■ **Exercise directions**
If "list" shows up in a line of the material, return that line.

**** Given records ****

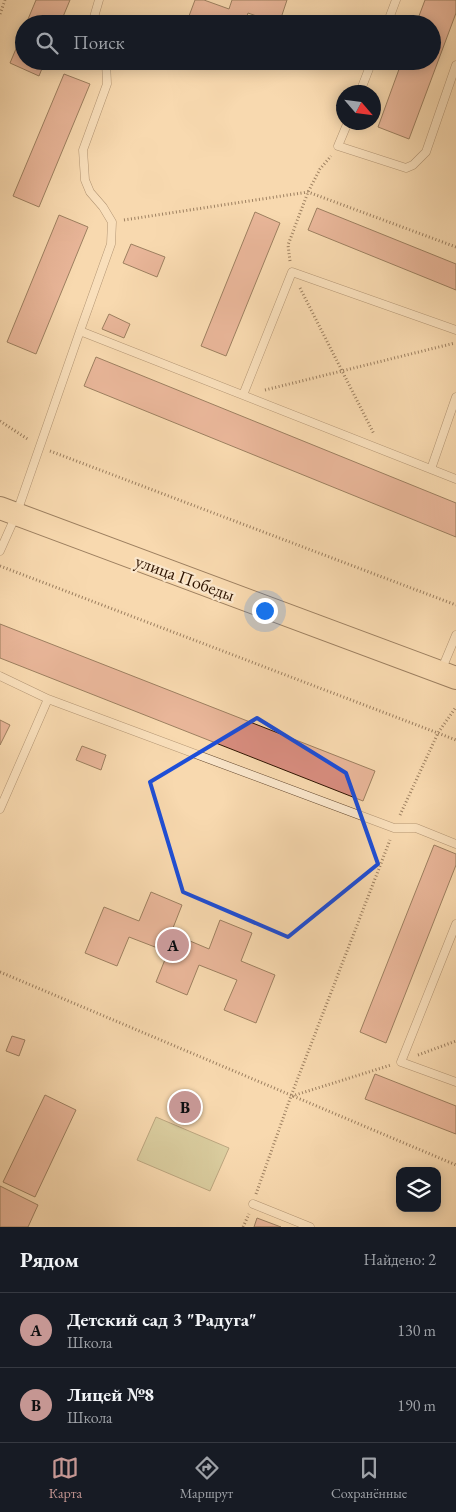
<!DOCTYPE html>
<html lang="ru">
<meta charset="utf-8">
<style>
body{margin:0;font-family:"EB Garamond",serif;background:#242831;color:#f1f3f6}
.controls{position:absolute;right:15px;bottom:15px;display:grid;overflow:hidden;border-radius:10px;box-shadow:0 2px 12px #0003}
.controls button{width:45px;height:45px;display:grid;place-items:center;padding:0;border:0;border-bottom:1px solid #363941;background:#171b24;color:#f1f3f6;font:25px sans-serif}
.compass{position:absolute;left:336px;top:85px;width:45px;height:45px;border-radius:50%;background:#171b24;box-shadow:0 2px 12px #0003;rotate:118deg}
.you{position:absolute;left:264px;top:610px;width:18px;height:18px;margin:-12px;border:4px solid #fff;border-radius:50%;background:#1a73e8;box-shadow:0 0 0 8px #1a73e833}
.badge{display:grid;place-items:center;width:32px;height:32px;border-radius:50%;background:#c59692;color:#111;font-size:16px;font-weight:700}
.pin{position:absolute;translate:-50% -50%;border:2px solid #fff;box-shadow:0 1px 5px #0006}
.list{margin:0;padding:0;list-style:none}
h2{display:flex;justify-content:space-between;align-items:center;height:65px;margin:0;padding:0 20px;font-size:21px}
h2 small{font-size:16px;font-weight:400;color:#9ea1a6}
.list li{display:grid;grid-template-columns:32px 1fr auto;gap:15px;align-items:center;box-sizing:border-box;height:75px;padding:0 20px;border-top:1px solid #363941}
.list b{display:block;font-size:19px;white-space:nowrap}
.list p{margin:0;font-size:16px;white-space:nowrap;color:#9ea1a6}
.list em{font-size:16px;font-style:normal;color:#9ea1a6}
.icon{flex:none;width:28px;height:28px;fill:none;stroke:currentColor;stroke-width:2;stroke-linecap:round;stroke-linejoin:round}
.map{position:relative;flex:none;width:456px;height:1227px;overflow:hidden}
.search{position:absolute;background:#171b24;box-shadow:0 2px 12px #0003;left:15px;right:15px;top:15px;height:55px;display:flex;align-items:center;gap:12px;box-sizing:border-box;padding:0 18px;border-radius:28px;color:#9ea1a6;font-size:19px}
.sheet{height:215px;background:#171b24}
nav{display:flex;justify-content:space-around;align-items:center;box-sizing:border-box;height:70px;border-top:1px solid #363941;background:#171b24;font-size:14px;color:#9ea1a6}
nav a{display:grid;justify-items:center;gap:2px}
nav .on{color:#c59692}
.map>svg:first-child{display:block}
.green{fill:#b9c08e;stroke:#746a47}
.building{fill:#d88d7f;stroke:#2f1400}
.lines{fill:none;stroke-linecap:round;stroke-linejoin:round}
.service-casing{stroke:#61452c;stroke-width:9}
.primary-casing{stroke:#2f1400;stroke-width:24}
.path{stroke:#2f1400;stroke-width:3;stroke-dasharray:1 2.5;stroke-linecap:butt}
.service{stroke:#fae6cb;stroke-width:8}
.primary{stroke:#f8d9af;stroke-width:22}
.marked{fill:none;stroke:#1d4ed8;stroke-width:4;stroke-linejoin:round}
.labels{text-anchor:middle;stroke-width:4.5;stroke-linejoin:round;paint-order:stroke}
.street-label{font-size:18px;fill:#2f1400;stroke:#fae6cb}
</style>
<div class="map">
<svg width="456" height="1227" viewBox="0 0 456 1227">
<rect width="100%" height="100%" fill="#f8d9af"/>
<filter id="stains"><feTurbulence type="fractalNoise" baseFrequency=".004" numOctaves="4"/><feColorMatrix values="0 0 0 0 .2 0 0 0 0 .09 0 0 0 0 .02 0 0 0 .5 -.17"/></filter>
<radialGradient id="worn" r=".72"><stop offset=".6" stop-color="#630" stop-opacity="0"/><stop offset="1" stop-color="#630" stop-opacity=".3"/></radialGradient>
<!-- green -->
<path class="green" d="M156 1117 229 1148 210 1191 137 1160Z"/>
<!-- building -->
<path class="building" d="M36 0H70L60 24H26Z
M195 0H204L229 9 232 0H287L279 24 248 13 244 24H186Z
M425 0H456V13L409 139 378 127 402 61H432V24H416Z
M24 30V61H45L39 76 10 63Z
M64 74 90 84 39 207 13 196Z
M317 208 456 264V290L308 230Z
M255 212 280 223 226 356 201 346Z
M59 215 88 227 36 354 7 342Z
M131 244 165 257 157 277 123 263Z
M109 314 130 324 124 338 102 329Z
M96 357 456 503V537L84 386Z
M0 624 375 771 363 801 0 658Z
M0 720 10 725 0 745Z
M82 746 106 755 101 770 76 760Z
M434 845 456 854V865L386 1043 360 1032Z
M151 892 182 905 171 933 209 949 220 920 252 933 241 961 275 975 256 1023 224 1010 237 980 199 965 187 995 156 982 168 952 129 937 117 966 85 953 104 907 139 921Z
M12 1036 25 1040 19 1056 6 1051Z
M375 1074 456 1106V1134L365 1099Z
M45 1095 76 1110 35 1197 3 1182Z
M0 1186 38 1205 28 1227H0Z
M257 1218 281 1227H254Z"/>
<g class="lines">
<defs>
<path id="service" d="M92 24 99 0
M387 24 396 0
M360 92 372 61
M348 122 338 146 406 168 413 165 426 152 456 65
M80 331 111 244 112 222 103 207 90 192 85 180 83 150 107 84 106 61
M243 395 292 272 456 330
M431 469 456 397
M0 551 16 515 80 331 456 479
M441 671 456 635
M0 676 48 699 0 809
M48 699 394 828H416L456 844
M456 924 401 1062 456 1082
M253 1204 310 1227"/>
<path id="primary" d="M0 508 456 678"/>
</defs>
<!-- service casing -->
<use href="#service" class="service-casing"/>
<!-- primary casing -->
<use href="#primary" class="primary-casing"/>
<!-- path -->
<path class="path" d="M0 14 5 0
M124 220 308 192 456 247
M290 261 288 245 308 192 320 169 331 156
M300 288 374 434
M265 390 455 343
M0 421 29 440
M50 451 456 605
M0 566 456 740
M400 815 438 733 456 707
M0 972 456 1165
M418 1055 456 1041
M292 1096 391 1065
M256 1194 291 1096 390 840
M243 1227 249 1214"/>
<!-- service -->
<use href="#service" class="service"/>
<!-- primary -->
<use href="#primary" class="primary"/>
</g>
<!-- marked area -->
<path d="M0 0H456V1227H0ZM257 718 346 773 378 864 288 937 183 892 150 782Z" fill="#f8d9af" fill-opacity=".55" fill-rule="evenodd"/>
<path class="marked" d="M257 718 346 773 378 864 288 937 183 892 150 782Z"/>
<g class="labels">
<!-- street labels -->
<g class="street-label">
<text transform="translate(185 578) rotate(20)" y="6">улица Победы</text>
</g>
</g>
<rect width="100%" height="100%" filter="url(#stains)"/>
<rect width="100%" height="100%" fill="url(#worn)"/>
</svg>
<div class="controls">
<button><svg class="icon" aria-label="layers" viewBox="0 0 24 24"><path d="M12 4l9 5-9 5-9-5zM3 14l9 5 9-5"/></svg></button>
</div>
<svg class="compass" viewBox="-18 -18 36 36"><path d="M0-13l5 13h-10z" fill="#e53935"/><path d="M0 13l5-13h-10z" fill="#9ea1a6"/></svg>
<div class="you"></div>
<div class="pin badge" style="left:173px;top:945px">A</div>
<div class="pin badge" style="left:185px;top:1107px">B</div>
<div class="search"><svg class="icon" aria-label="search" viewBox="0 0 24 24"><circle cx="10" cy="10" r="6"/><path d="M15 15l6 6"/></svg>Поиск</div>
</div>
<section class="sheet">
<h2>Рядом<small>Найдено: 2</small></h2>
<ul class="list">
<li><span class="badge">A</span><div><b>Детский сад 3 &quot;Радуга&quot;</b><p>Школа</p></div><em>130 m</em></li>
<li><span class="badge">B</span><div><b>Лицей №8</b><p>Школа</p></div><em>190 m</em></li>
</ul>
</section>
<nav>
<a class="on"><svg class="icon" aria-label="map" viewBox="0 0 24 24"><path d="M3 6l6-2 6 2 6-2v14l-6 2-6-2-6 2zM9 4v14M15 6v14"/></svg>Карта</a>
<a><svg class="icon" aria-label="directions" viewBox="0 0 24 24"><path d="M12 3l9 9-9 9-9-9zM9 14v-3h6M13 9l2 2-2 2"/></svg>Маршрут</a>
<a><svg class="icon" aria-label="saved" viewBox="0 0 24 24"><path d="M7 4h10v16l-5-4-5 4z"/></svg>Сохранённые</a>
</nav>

****

■ **Your solution**
.list{margin:0;padding:0;list-style:none}
.list li{display:grid;grid-template-columns:32px 1fr auto;gap:15px;align-items:center;box-sizing:border-box;height:75px;padding:0 20px;border-top:1px solid #363941}
.list b{display:block;font-size:19px;white-space:nowrap}
.list p{margin:0;font-size:16px;white-space:nowrap;color:#9ea1a6}
.list em{font-size:16px;font-style:normal;color:#9ea1a6}
<ul class="list">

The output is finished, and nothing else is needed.